Auch wenn die goldenen Jahre mit zweistelligen Wachstumsraten in den deutschen Seehäfen vorüber sind, blicken die Häfen auch mit bescheideneren Perspektiven zuversichtlich in die Zukunft. „Wir sehen Stabilität trotz schwieriger Bedingungen“, sagte der scheidende Präsident des Zentralverbands der deutschen Seehafenbetriebe (ZDS), Klaus-Dieter Peters, am 15. November 2016 in Hamburg. „In der Hafenwirtschaft geht es um konjunkturelle Schwankungen, nicht um strukturelle Dauerprobleme wie etwa in der krisengeplagten Schifffahrt.“ Zu schaffen machten den Häfen vor allem Infrastrukturengpässe in Deutschland sowie die wirtschaftlichen Entwicklungen in China und Russland.

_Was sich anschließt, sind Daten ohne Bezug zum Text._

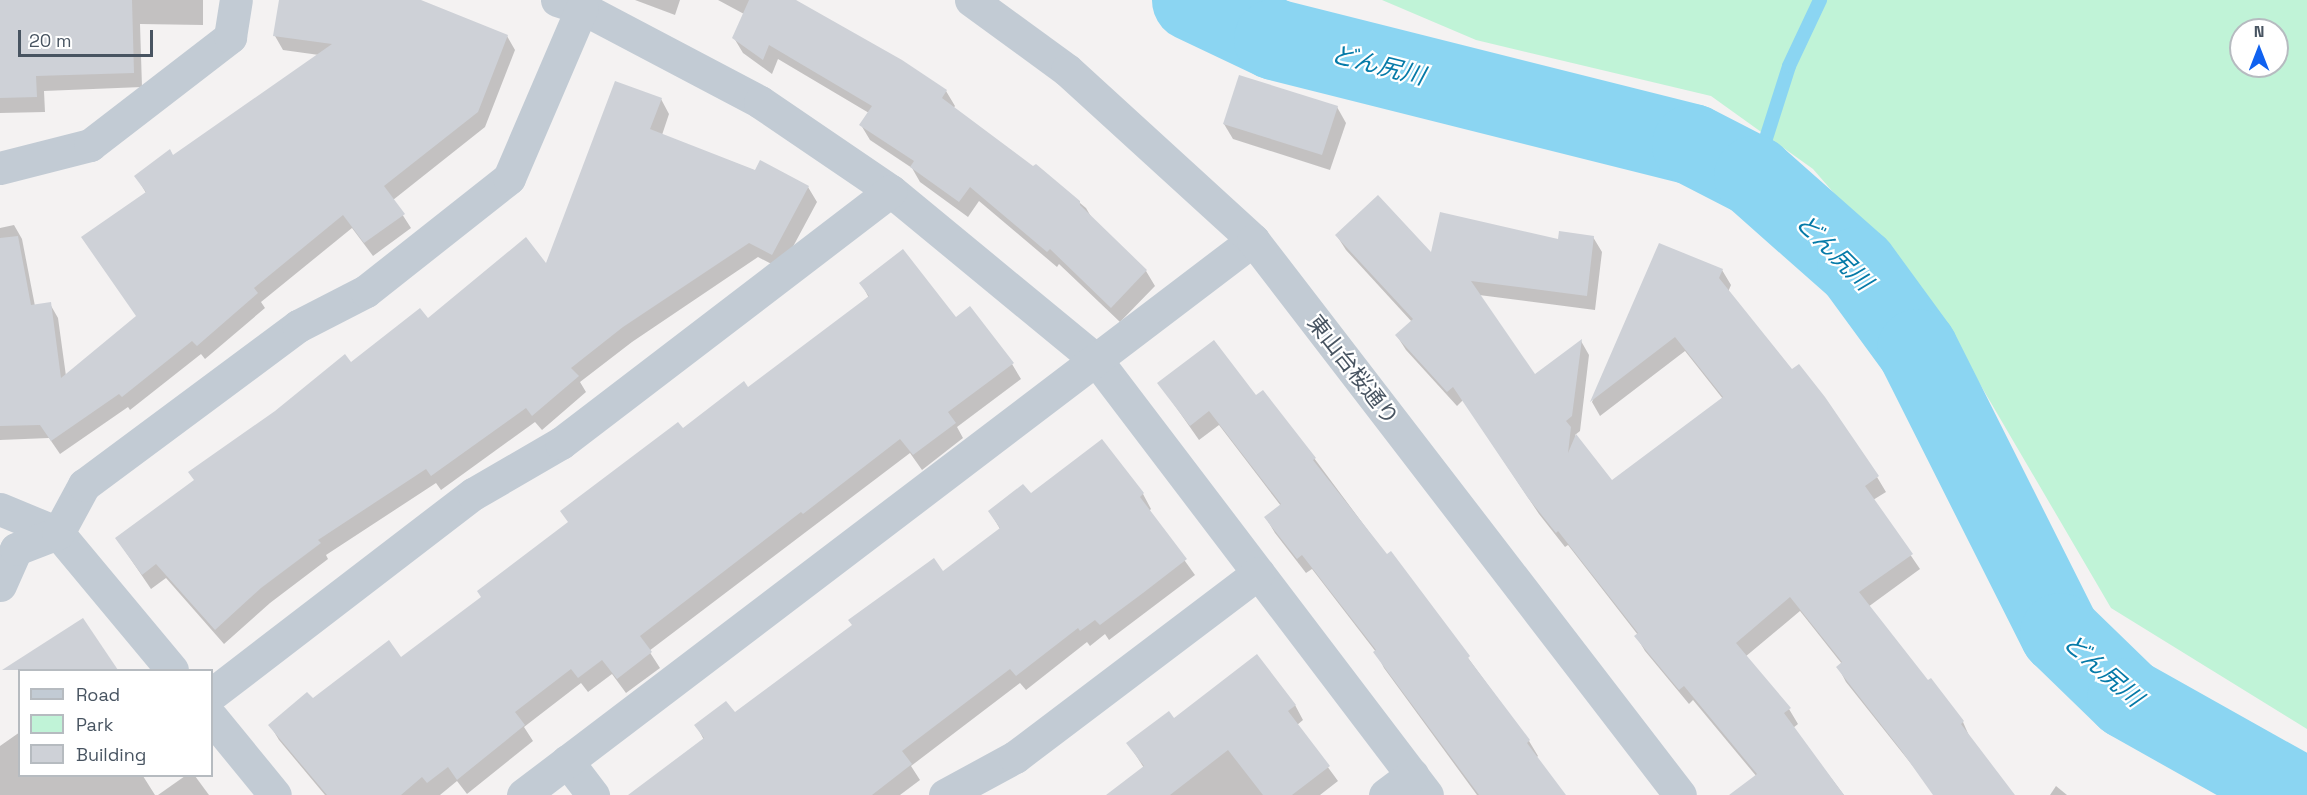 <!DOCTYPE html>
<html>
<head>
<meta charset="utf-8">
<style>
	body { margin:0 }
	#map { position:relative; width:2307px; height:795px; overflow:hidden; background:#f4f2f2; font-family:"Space Grotesk","Noto Sans JP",sans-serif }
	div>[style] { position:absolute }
	.green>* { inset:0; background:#c0f3d7 }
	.shadow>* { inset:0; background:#0003 }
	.stream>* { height:14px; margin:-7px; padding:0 7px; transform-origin:7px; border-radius:7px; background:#8bd5f2 }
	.river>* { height:81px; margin:-40.5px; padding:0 40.5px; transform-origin:40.5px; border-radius:40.5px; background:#8bd5f2 }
	.building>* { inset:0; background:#ced1d7 }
	.minor>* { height:33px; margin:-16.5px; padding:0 16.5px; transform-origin:16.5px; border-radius:16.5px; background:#c2cbd4 }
	.tertiary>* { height:33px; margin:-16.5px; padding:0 16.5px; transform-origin:16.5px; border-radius:16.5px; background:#c2cbd4 }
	span { translate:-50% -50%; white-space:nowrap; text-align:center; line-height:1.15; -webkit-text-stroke:4.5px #fff; paint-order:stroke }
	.street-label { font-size:22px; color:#485461 }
	.water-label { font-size:24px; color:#057aa8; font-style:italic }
	.legend { position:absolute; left:18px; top:669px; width:195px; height:108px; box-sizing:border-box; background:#fff; border:2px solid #b6bbc0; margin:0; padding:8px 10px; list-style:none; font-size:18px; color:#485461 }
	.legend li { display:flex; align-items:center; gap:12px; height:30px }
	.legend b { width:30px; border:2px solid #b6bbc0 }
	.north { position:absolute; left:2229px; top:18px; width:60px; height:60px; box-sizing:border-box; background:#fff; border:2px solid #b6bbc0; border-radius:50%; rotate:0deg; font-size:16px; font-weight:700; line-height:24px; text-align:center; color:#485461 }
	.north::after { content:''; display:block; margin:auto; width:21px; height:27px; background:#1062f0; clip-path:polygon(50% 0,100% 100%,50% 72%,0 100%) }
	.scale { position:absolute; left:18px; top:30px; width:135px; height:27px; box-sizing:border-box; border:3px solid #485461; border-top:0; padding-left:8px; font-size:18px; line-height:21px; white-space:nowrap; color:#485461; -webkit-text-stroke:4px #fff; paint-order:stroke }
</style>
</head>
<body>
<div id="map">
	<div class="green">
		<i style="clip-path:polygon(evenodd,1382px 0,2307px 0,2307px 729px,2111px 608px,1939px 314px,1813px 169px,1711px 96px,1476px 40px,1382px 0,2241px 30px,2277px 30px,2277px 66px,2241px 66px,2241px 30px)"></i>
	</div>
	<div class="shadow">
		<i style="clip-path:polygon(0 0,203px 0,203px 25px,140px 24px,142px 87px,44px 91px,45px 112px,0 113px)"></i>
		<i style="clip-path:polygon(280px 0,417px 0,507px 36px,515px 50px,485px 127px,393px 200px,411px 228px,373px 256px,352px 228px,261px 302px,265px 308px,205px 359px,201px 354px,130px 410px,128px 407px,60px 454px,49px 438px,0 440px,0 228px,14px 225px,22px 239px,35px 306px,50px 304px,58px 318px,66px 376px,137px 318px,146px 193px,136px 176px,173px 157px,319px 55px,283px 50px,275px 36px)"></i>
		<i style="clip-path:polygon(635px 0,680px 0,675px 15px)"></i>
		<i style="clip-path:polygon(718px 0,795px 0,946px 91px,955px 106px,953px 109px,1034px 168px,1036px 166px,1086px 208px,1093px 220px,1146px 271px,1155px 286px,1120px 322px,1059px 264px,1057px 267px,979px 201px,968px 217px,920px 182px,912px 168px,870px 140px,861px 125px,869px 113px,778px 59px,772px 74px,743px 53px,734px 38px,744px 14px)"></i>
		<i style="clip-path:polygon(661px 99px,669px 114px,662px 135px,756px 171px,808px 187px,817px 202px,781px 269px,758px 257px,632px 342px,580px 382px,586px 392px,542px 430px,535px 422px,441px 490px,436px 483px,326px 555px,328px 559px,270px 603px,224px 644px,166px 578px,151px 589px,117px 539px,351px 364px,427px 320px,546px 266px)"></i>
		<i style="clip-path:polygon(1337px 107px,1346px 123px,1330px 170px,1233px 139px,1224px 124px)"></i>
		<i style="clip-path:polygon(1337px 236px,1432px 255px,1593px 237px,1602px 252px,1595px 310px,1479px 295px,1534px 377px,1581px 341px,1589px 355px,1580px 431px,1575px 435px,1612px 482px,1723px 399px,1685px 351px,1600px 416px,1592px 402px,1660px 245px,1722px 270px,1731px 285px,1728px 292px,1877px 477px,1886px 492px,1873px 500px,1920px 569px,1868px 607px,1928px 682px,1963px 722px,1970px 738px,2013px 795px,1936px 795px,1846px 682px,1838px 667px,1842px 664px,1800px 611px,1745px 657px,1789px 709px,1798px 724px,1793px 728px,1844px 795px,1763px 795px,1757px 777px,1693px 700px,1689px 704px,1645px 651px,1636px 636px,1638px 635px,1568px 545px,1565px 547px,1539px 514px,1463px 400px,1457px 406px,1406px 350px,1397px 336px,1412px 322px,1346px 250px)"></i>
		<i style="clip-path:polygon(861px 283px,955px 319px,1012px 364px,1021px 379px,957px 427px,963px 438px,922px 470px,910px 453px,649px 651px,660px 668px,626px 693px,612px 674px,588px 692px,581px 683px,524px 727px,533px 741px,467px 794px,457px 781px,440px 795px,325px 795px,279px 740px,270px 725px,312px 700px,401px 659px,483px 598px,683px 430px,748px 389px,869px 298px)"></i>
		<i style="clip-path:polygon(1159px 383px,1256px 397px,1314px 458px,1387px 556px,1391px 553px,1529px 741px,1538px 756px,1536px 758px,1564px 795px,1477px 795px,1384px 668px,1376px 652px,1312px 569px,1306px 573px,1275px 533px,1266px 518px,1281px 506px,1219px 425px,1199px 440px)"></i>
		<i style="clip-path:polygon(1102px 441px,1143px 494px,1151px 509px,1149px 511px,1195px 575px,1109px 640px,1105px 634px,1090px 646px,1087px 642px,1026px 690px,1020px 683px,911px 766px,920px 780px,900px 795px,649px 795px,704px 740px,696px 725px,735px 714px,943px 573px,1000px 529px,990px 512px,1030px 495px)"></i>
		<i style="clip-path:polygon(82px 620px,117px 670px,26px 670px,20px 660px)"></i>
		<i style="clip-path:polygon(1295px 705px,1303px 720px,1297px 725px,1338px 781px,1320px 795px,1108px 795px,1144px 768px,1128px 743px,1174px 720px)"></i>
		<i style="clip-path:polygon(20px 732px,20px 776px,143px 776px,155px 795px,0 795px,0 746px)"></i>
		<i style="clip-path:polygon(185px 776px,195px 776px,209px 795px,158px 795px)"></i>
		<i style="clip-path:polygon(2056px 786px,2067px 795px,2050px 795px)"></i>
	</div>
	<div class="stream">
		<i style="left:1754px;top:176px;width:115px;rotate:-72.3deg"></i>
		<i style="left:1789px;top:66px;width:73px;rotate:-64.8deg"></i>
	</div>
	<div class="river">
		<i style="left:1192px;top:0;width:91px;rotate:25.4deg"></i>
		<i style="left:1274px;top:39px;width:431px;rotate:14.1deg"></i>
		<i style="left:1692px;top:144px;width:70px;rotate:27.3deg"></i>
		<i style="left:1754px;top:176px;width:137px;rotate:41.5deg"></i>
		<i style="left:1857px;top:267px;width:102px;rotate:53.8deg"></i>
		<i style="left:1917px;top:349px;width:318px;rotate:63.3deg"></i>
		<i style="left:2060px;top:633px;width:93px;rotate:44.1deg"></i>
		<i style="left:2127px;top:698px;width:198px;rotate:29.3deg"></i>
	</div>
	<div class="building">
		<i style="clip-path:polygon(0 0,132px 0,134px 73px,36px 76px,37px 97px,0 98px)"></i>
		<i style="clip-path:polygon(279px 0,421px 0,508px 35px,478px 112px,384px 186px,405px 214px,364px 243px,343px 215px,254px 288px,258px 293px,197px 346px,192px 341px,122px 397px,119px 394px,51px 441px,40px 425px,0 426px,0 238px,18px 236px,31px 305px,51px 302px,61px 378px,136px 316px,81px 237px,146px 192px,134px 176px,170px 149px,173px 155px,332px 44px,273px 36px)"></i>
		<i style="clip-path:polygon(749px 0,796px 0,902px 60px,947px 90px,942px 98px,1033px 166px,1036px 164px,1080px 201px,1080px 205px,1147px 270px,1111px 308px,1050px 249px,1047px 252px,970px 187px,959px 202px,910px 167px,914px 161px,859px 125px,872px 106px,769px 45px,763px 60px,732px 38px)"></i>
		<i style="clip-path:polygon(1239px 75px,1338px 106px,1322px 155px,1223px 124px)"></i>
		<i style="clip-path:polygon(615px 81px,662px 98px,650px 129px,755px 170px,760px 160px,809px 186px,772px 255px,749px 243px,623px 327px,571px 368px,579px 376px,532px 416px,526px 408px,431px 476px,426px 469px,318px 540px,321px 543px,261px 588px,215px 630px,156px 564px,142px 575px,115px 538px,194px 480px,188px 472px,275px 411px,345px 354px,351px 362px,420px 308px,428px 318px,526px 237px,546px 263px)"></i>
		<i style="clip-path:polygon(1378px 195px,1431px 252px,1440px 212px,1558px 239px,1559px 231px,1594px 236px,1587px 296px,1471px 281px,1535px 374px,1582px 339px,1572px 416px,1566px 421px,1571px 427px,1568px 453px,1576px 434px,1612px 480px,1723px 397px,1675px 337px,1590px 402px,1659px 243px,1723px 269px,1719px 278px,1792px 369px,1799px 364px,1825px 397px,1879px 476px,1865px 486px,1913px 554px,1859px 592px,1928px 680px,1931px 678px,1964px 721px,1961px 724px,2015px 795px,1933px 795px,1901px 750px,1836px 667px,1842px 662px,1790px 597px,1736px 643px,1791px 708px,1784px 713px,1844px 795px,1729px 795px,1757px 774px,1684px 686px,1679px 690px,1634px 636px,1638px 633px,1558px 531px,1556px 533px,1528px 498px,1453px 387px,1447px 392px,1395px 335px,1413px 319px,1335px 235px)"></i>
		<i style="clip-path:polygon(903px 249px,956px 317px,970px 306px,1014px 363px,948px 412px,956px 423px,913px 455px,900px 439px,803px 514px,801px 512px,640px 636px,652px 652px,617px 679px,602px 660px,578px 678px,571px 669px,515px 712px,525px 725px,457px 780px,448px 767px,427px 783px,422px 777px,401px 795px,327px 795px,268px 725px,307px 692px,313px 698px,389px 640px,401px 657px,481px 597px,477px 591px,568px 522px,560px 511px,678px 422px,683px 428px,744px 381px,748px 387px,869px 296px,859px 283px)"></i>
		<i style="clip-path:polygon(1214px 340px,1256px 395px,1263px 390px,1316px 458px,1313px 460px,1387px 554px,1391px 551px,1470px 656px,1468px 658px,1530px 740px,1527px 743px,1566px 795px,1479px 795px,1373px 652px,1376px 650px,1302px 555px,1297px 559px,1264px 517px,1281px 504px,1209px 411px,1190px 426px,1157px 383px)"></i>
		<i style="clip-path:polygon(1102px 439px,1144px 493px,1140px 497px,1187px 559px,1143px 593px,1100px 625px,1095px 620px,1080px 631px,1078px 628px,1016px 676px,1010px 669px,902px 751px,912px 764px,872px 795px,628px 795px,704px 738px,694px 725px,726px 701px,735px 712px,852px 625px,848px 620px,934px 558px,943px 571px,1000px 528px,988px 511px,1023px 484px,1031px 493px)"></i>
		<i style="clip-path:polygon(83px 618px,118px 670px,2px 670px)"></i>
		<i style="clip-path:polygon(1257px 654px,1296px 705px,1288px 711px,1330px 766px,1292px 795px,1263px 795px,1228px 750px,1170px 795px,1106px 795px,1144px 766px,1126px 743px,1169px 711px,1174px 718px)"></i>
	</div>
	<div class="minor">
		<i style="left:557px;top:0;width:26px;rotate:18deg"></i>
		<i style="left:582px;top:8px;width:201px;rotate:27.8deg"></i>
		<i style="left:760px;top:102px;width:158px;rotate:34.2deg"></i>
		<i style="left:891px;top:191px;width:267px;rotate:39.5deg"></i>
		<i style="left:1097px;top:361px;width:545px;rotate:52.75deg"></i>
		<i style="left:0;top:168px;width:93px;rotate:-14.3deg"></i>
		<i style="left:90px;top:145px;width:177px;rotate:-37.6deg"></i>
		<i style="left:230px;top:37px;width:37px;rotate:-81deg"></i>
		<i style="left:0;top:509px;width:63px;rotate:22.5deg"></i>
		<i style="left:58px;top:533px;width:178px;rotate:50.2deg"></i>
		<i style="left:0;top:585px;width:39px;rotate:-66deg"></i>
		<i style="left:16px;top:549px;width:45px;rotate:-20.9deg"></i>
		<i style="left:58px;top:533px;width:55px;rotate:-61.6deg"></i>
		<i style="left:84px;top:485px;width:267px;rotate:-36.6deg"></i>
		<i style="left:298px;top:326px;width:76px;rotate:-27.2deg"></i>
		<i style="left:366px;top:291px;width:182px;rotate:-38.3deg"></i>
		<i style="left:509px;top:178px;width:185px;rotate:-66.8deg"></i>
		<i style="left:212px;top:694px;width:329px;rotate:-37.5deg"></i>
		<i style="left:473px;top:494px;width:102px;rotate:-30.1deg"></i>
		<i style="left:561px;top:443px;width:415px;rotate:-37.4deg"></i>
		<i style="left:212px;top:718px;width:99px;rotate:50.7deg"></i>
		<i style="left:567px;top:761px;width:43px;rotate:52.6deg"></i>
		<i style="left:523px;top:795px;width:917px;rotate:-37.24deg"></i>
		<i style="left:945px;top:795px;width:80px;rotate:-28.5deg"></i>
		<i style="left:1015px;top:757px;width:305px;rotate:-37.1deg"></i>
		<i style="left:1385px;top:795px;width:34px;rotate:-37deg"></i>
	</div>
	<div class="tertiary">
		<i style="left:971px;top:0;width:119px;rotate:36.1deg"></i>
		<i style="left:1067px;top:70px;width:252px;rotate:42.4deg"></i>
		<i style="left:1253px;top:240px;width:700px;rotate:52.43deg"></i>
	</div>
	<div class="street-label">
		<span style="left:1353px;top:370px;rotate:52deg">東山台桜通り</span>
	</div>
	<div class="water-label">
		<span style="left:1378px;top:65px;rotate:14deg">どん尻川</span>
		<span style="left:1834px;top:252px;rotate:45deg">どん尻川</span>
		<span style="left:2103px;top:670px;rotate:41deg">どん尻川</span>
	</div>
	<ul class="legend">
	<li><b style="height:8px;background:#c2cbd4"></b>Road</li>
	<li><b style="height:16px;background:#c0f3d7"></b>Park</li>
	<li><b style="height:16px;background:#ced1d7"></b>Building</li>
	</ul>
	<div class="north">N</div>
	<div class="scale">20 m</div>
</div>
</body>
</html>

Auch wenn sich der Güterumschlag der deutschen Seehäfen im ersten Halbjahr 2016 im Vergleich zum Vorjahreszeitraum insgesamt um zwei Prozent auf knapp 149 Millionen Tonnen verringerte, deutet sich im zweiten Halbjahr 2016 bereits eine Belebung an. Für 2016/2017 rechnet der ZDS mit einem leichten Anstieg des Güterumschlags und verweist in diesem Zusammenhang auf entsprechende Prognosen verschiedener Institute und der OECD, die ein langfristiges Wachstum im europäischen Güterverkehr vorhersagen. Konkret sei in den nächsten Jahren mit einem Plus von drei bis vier Prozent zu rechnen. Aber nur auf Umschlagszahlen zu schauen, sei zu eng gedacht, so Peters: „Unsere Unternehmen fahren zumeist weiter auskömmliche oder gute Betriebsergebnisse ein und die Anzahl der Arbeitsplätze in den deutschen Häfen hat sich kaum verändert.“
Seehäfen haben herausragende Bedeutung für die Wettbewerbsfähigkeit des Landes
Die aktuelle Politik der Bundesregierung wird von den Hafenbetrieben, im Gegensatz zu früheren Jahren, positiv beurteilt. So würden die Investitionen in Verkehrsinfrastruktur deutlich hochgefahren und verstetigt, und im neuen Nationalen Hafenkonzept werde die herausragende Bedeutung der Häfen für die Wettbewerbsfähigkeit des Landes unterstrichen. Nun gehe es darum, die geplanten Investitionen auch zügig umzusetzen. „Es darf nicht sein, dass Haushaltsmittel des Bundesverkehrsministeriums nicht abgerufen werden, weil es bei Bund und Ländern an Planern, Ingenieuren und Juristen fehlt“, erklärte Daniel Hosseus, Hauptgeschäftsführer des ZDS. Auf starke Kritik beim Zentralverband der deutschen Seehafenbetriebe stieß die Wettbewerbspolitik der EU, die Investitionen mit unausgegorenen Vorstößen zum Beihilferecht gefährde.
Digitalisierung steht bei den Häfen ganz oben auf der Tagesordnung
Das Thema Digitalisierung steht bei den deutschen Seehäfen immer stärker im Fokus und wird auch bei der nächsten Nationalen Maritimen Konferenz im April in Hamburg ganz oben auf der Tagesordnung stehen. „Das Internet der Dinge und der Hafen 4.0 werden längst gelebt. Aber das Potenzial ist noch lange nicht ausgeschöpft“, sagte Peters. Der ZDS, der fast 180 Betriebe an 22 Standorten an Nord- und Ostsee vertritt, setzt sich daher für „fortschrittsorientierte Rahmenbedingungen“ in den Häfen ein, zum Beispiel durch den Ausbau der allgemeinen IT-Infrastruktur, die Anpassung der Bildungs- und Ausbildungssysteme sowie die Schaffung von Innovationsanreizen.
Um diese und andere maritime Zukunftsthemen wird sich beim ZDS künftig auch Frank Dreeke kümmern. Der Chef der Bremer BLG Logistics Group wurde zum neuen Präsidenten des Verbandes gewählt. Klaus-Dieter Peters, noch bis Ende 2016 Vorstandsvorsitzender des Hamburger Hafenkonzerns HHLA, kandidierte nicht mehr für das Amt.